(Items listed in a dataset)
-----
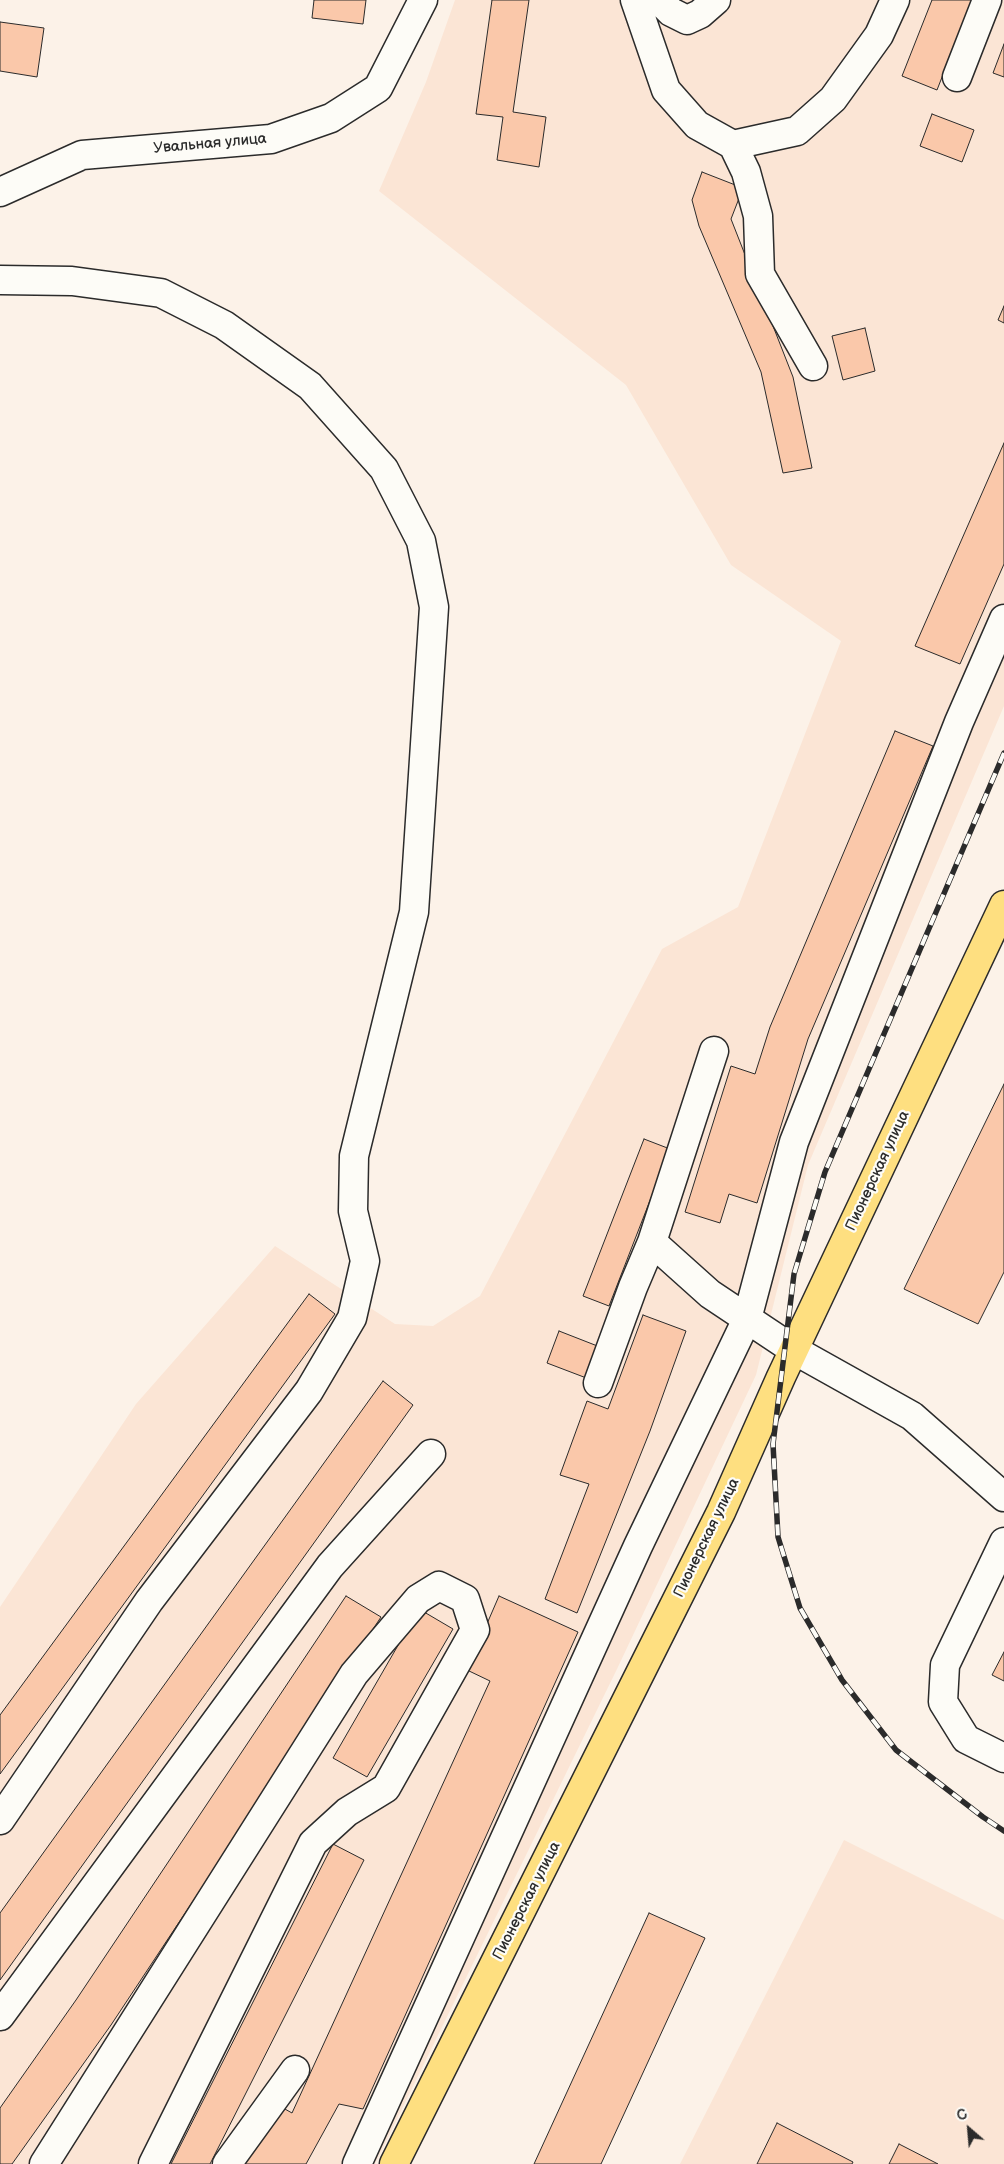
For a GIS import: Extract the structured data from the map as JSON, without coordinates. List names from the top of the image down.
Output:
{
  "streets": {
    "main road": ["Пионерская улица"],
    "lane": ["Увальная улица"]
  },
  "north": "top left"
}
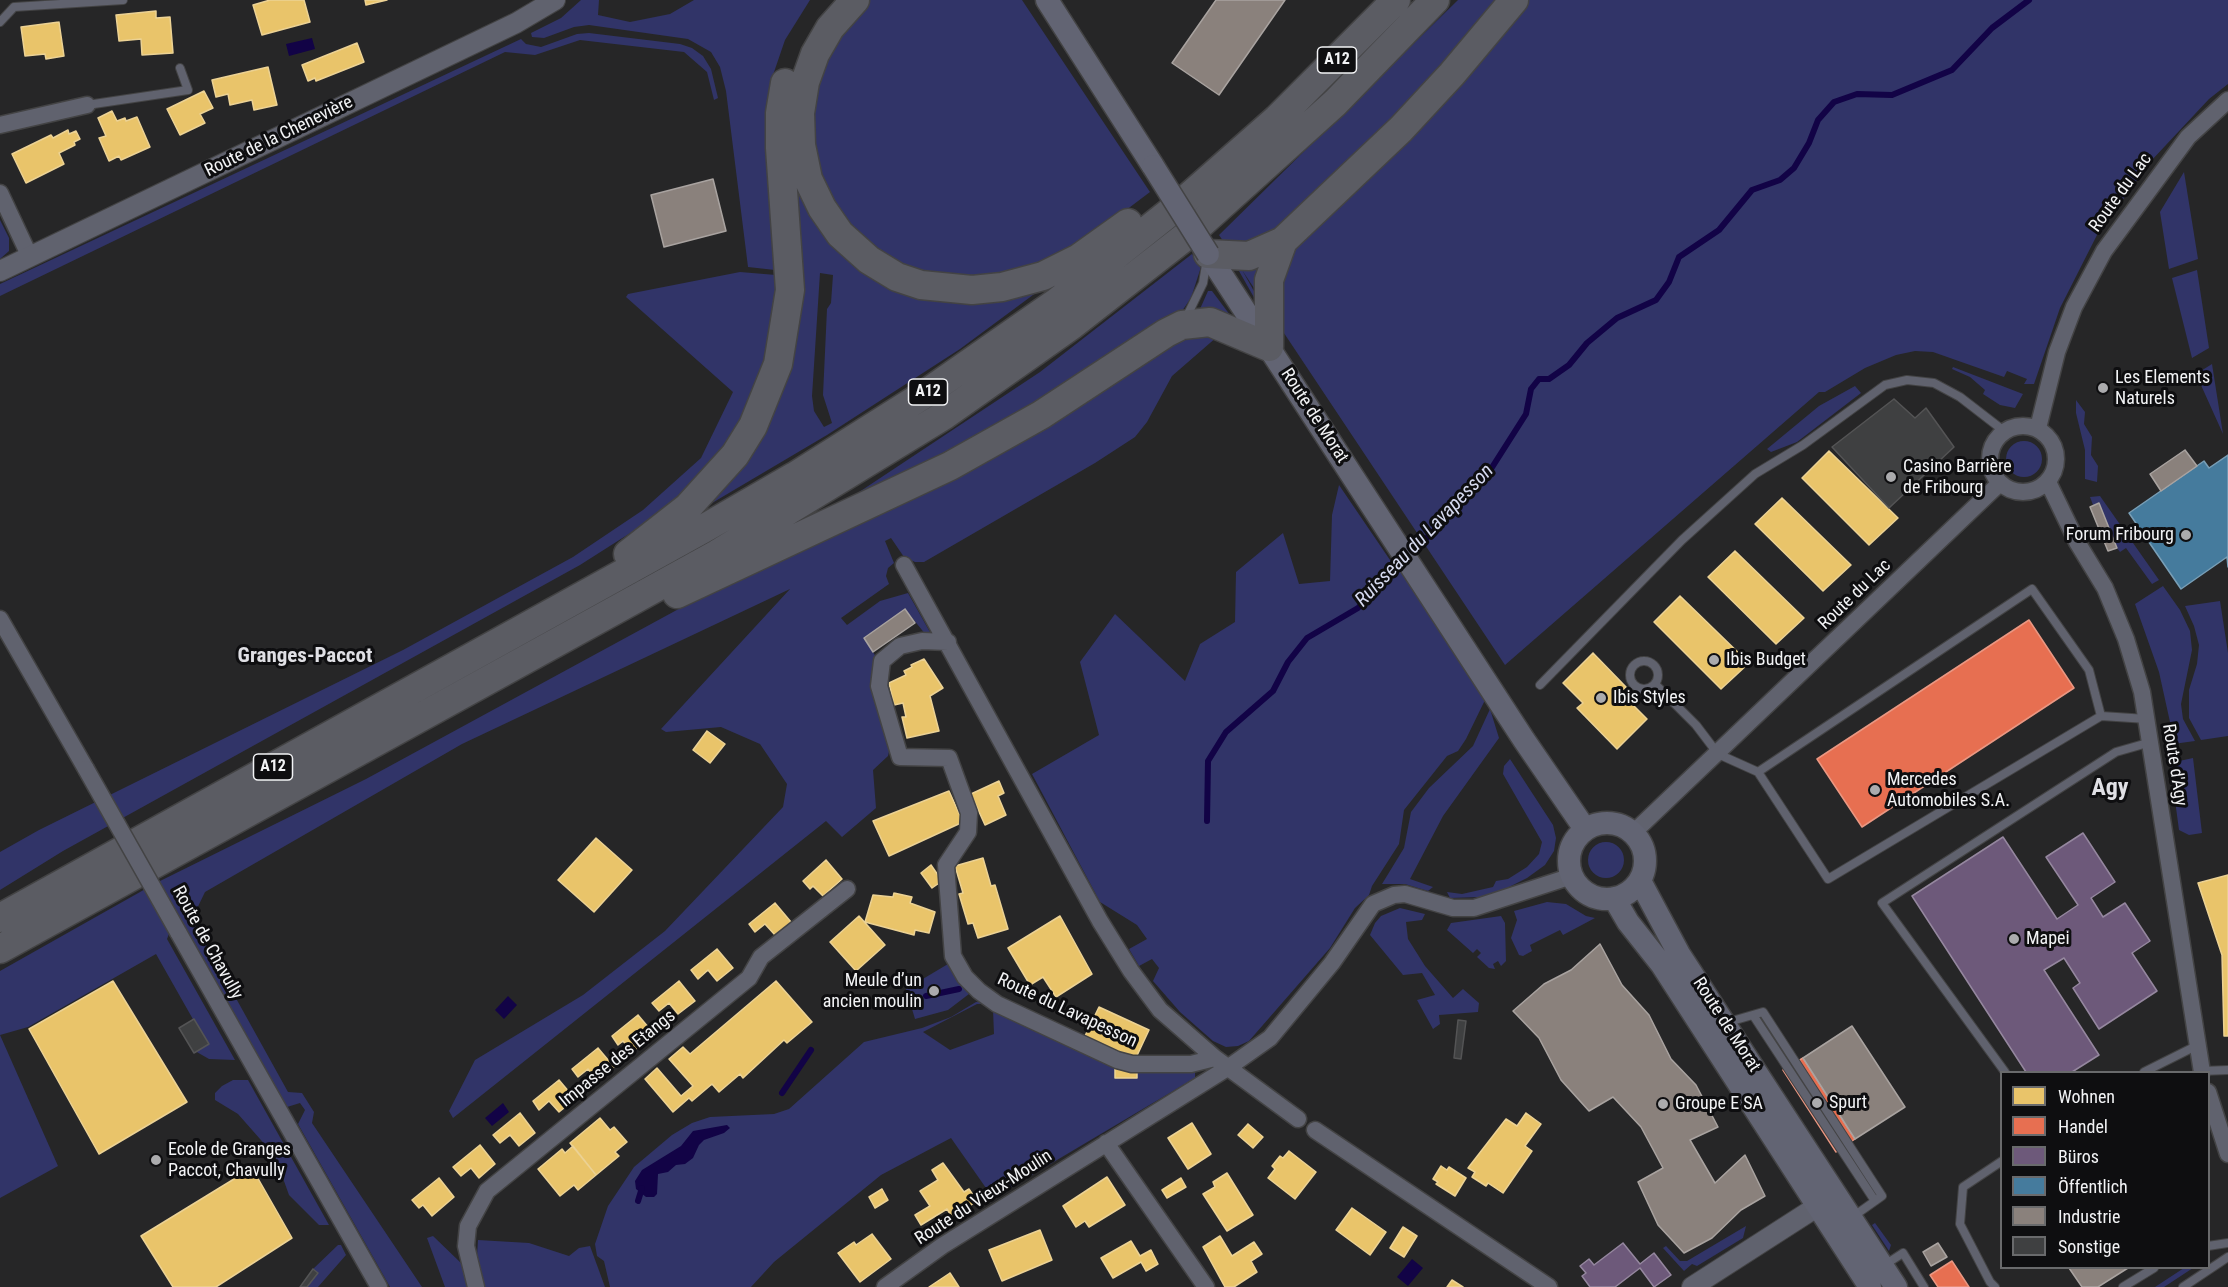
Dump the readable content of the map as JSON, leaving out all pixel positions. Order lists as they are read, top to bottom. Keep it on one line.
-----
Task brief:
Return the records verbatim, minus pictures.

Solution below:
For a GIS import: Extract the structured data from the map as JSON, without coordinates. List names from the top of the image down.
Output:
{
  "streets": {
    "main road": ["Пионерская улица"],
    "lane": ["Увальная улица"]
  },
  "north": "top left"
}
Dump the readable content of the map as JSON, leaving out all pixel positions. Order lists as they are read, top to bottom. Keep it on one line.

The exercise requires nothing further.